#### What is being asked
All of the data below is to be returned unaltered.

#### Dataset extract
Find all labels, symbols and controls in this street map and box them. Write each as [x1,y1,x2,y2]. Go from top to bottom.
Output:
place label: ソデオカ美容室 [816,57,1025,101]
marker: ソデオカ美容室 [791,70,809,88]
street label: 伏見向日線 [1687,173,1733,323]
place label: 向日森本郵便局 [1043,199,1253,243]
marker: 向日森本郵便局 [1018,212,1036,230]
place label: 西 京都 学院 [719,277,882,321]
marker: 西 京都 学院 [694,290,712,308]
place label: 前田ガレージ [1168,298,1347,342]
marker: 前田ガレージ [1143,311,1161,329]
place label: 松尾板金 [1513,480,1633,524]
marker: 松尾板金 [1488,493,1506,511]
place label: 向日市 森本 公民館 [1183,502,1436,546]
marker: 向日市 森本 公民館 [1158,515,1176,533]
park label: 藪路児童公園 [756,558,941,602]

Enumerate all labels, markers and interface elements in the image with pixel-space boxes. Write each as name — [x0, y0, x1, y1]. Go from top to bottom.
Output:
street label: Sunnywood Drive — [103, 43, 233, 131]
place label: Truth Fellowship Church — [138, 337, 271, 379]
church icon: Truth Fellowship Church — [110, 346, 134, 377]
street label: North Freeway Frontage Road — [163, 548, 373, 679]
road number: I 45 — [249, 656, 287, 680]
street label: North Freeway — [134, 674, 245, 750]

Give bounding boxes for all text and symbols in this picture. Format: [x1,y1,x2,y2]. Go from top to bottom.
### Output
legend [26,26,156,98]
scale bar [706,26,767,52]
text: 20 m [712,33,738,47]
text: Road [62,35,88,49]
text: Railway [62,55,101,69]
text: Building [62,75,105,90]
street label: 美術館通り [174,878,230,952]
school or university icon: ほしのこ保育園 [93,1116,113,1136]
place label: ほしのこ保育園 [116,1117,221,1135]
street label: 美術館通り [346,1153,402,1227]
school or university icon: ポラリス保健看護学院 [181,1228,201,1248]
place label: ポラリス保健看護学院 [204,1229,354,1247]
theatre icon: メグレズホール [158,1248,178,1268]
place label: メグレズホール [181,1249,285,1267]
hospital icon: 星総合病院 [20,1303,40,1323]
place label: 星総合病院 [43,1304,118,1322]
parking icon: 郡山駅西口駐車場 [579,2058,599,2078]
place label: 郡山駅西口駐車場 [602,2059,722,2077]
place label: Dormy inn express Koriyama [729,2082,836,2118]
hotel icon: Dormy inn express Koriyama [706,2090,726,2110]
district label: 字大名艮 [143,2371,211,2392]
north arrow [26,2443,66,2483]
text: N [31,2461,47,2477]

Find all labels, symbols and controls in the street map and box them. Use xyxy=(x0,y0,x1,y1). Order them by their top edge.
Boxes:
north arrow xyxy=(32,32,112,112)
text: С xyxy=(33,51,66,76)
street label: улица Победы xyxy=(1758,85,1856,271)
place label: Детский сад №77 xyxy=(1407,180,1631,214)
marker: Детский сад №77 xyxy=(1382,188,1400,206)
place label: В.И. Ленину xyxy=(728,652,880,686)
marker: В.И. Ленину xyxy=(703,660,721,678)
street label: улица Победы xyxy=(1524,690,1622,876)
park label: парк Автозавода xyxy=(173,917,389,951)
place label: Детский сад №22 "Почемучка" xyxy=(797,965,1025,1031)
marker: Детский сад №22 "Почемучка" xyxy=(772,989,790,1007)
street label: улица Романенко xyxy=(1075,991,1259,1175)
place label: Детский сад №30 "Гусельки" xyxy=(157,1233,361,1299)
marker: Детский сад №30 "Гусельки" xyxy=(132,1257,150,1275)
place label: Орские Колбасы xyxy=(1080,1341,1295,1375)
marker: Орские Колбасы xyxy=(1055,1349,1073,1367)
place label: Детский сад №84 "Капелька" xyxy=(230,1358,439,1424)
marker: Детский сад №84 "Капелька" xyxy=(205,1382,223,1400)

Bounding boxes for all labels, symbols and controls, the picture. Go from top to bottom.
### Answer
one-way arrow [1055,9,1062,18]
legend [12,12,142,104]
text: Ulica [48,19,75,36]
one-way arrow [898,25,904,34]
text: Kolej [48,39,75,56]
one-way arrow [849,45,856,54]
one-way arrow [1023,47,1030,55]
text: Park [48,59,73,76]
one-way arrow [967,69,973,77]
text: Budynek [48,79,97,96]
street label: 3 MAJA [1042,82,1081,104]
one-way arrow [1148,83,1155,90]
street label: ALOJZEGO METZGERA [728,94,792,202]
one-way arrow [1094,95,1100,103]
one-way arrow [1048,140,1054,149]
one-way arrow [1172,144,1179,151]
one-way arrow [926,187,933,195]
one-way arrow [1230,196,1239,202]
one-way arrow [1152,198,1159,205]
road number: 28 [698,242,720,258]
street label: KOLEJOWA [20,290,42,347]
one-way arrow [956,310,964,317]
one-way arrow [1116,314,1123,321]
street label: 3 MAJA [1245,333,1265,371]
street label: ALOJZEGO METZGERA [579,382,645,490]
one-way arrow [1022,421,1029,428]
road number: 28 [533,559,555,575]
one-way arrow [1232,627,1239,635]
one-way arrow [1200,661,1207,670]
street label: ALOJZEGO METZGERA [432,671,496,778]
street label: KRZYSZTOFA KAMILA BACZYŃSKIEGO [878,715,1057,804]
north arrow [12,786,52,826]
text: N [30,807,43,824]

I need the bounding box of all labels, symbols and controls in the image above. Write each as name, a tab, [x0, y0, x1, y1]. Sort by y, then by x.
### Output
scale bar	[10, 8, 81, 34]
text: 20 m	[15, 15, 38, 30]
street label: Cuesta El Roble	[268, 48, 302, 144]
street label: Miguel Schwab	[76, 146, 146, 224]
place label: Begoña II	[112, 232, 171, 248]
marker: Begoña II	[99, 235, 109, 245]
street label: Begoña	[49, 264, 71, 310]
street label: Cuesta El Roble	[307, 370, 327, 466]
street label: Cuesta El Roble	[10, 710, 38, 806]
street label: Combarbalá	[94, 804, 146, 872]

#### Task output
Find all labels, symbols and controls in this street map and box them. Write each as [x1,y1,x2,y2]. Go from top to bottom.
Output:
place label: ソデオカ美容室 [816,57,1025,101]
marker: ソデオカ美容室 [791,70,809,88]
street label: 伏見向日線 [1687,173,1733,323]
place label: 向日森本郵便局 [1043,199,1253,243]
marker: 向日森本郵便局 [1018,212,1036,230]
place label: 西 京都 学院 [719,277,882,321]
marker: 西 京都 学院 [694,290,712,308]
place label: 前田ガレージ [1168,298,1347,342]
marker: 前田ガレージ [1143,311,1161,329]
place label: 松尾板金 [1513,480,1633,524]
marker: 松尾板金 [1488,493,1506,511]
place label: 向日市 森本 公民館 [1183,502,1436,546]
marker: 向日市 森本 公民館 [1158,515,1176,533]
park label: 藪路児童公園 [756,558,941,602]

Enumerate all labels, markers and interface elements in the image with pixel-space boxes. Write each as name — [x0, y0, x1, y1]. Go from top to bottom.
Output:
street label: Sunnywood Drive — [103, 43, 233, 131]
place label: Truth Fellowship Church — [138, 337, 271, 379]
church icon: Truth Fellowship Church — [110, 346, 134, 377]
street label: North Freeway Frontage Road — [163, 548, 373, 679]
road number: I 45 — [249, 656, 287, 680]
street label: North Freeway — [134, 674, 245, 750]

Give bounding boxes for all text and symbols in this picture. Format: [x1,y1,x2,y2]. Go from top to bottom.
### Output
legend [26,26,156,98]
scale bar [706,26,767,52]
text: 20 m [712,33,738,47]
text: Road [62,35,88,49]
text: Railway [62,55,101,69]
text: Building [62,75,105,90]
street label: 美術館通り [174,878,230,952]
school or university icon: ほしのこ保育園 [93,1116,113,1136]
place label: ほしのこ保育園 [116,1117,221,1135]
street label: 美術館通り [346,1153,402,1227]
school or university icon: ポラリス保健看護学院 [181,1228,201,1248]
place label: ポラリス保健看護学院 [204,1229,354,1247]
theatre icon: メグレズホール [158,1248,178,1268]
place label: メグレズホール [181,1249,285,1267]
hospital icon: 星総合病院 [20,1303,40,1323]
place label: 星総合病院 [43,1304,118,1322]
parking icon: 郡山駅西口駐車場 [579,2058,599,2078]
place label: 郡山駅西口駐車場 [602,2059,722,2077]
place label: Dormy inn express Koriyama [729,2082,836,2118]
hotel icon: Dormy inn express Koriyama [706,2090,726,2110]
district label: 字大名艮 [143,2371,211,2392]
north arrow [26,2443,66,2483]
text: N [31,2461,47,2477]

Find all labels, symbols and controls in the street map and box them. Use xyxy=(x0,y0,x1,y1). Order them by their top edge.
Boxes:
north arrow xyxy=(32,32,112,112)
text: С xyxy=(33,51,66,76)
street label: улица Победы xyxy=(1758,85,1856,271)
place label: Детский сад №77 xyxy=(1407,180,1631,214)
marker: Детский сад №77 xyxy=(1382,188,1400,206)
place label: В.И. Ленину xyxy=(728,652,880,686)
marker: В.И. Ленину xyxy=(703,660,721,678)
street label: улица Победы xyxy=(1524,690,1622,876)
park label: парк Автозавода xyxy=(173,917,389,951)
place label: Детский сад №22 "Почемучка" xyxy=(797,965,1025,1031)
marker: Детский сад №22 "Почемучка" xyxy=(772,989,790,1007)
street label: улица Романенко xyxy=(1075,991,1259,1175)
place label: Детский сад №30 "Гусельки" xyxy=(157,1233,361,1299)
marker: Детский сад №30 "Гусельки" xyxy=(132,1257,150,1275)
place label: Орские Колбасы xyxy=(1080,1341,1295,1375)
marker: Орские Колбасы xyxy=(1055,1349,1073,1367)
place label: Детский сад №84 "Капелька" xyxy=(230,1358,439,1424)
marker: Детский сад №84 "Капелька" xyxy=(205,1382,223,1400)

Bounding boxes for all labels, symbols and controls, the picture. Go from top to bottom.
### Answer
one-way arrow [1055,9,1062,18]
legend [12,12,142,104]
text: Ulica [48,19,75,36]
one-way arrow [898,25,904,34]
text: Kolej [48,39,75,56]
one-way arrow [849,45,856,54]
one-way arrow [1023,47,1030,55]
text: Park [48,59,73,76]
one-way arrow [967,69,973,77]
text: Budynek [48,79,97,96]
street label: 3 MAJA [1042,82,1081,104]
one-way arrow [1148,83,1155,90]
street label: ALOJZEGO METZGERA [728,94,792,202]
one-way arrow [1094,95,1100,103]
one-way arrow [1048,140,1054,149]
one-way arrow [1172,144,1179,151]
one-way arrow [926,187,933,195]
one-way arrow [1230,196,1239,202]
one-way arrow [1152,198,1159,205]
road number: 28 [698,242,720,258]
street label: KOLEJOWA [20,290,42,347]
one-way arrow [956,310,964,317]
one-way arrow [1116,314,1123,321]
street label: 3 MAJA [1245,333,1265,371]
street label: ALOJZEGO METZGERA [579,382,645,490]
one-way arrow [1022,421,1029,428]
road number: 28 [533,559,555,575]
one-way arrow [1232,627,1239,635]
one-way arrow [1200,661,1207,670]
street label: ALOJZEGO METZGERA [432,671,496,778]
street label: KRZYSZTOFA KAMILA BACZYŃSKIEGO [878,715,1057,804]
north arrow [12,786,52,826]
text: N [30,807,43,824]

I need the bounding box of all labels, symbols and controls in the image above. Write each as name, a tab, [x0, y0, x1, y1]. Sort by y, then by x.
### Output
scale bar	[10, 8, 81, 34]
text: 20 m	[15, 15, 38, 30]
street label: Cuesta El Roble	[268, 48, 302, 144]
street label: Miguel Schwab	[76, 146, 146, 224]
place label: Begoña II	[112, 232, 171, 248]
marker: Begoña II	[99, 235, 109, 245]
street label: Begoña	[49, 264, 71, 310]
street label: Cuesta El Roble	[307, 370, 327, 466]
street label: Cuesta El Roble	[10, 710, 38, 806]
street label: Combarbalá	[94, 804, 146, 872]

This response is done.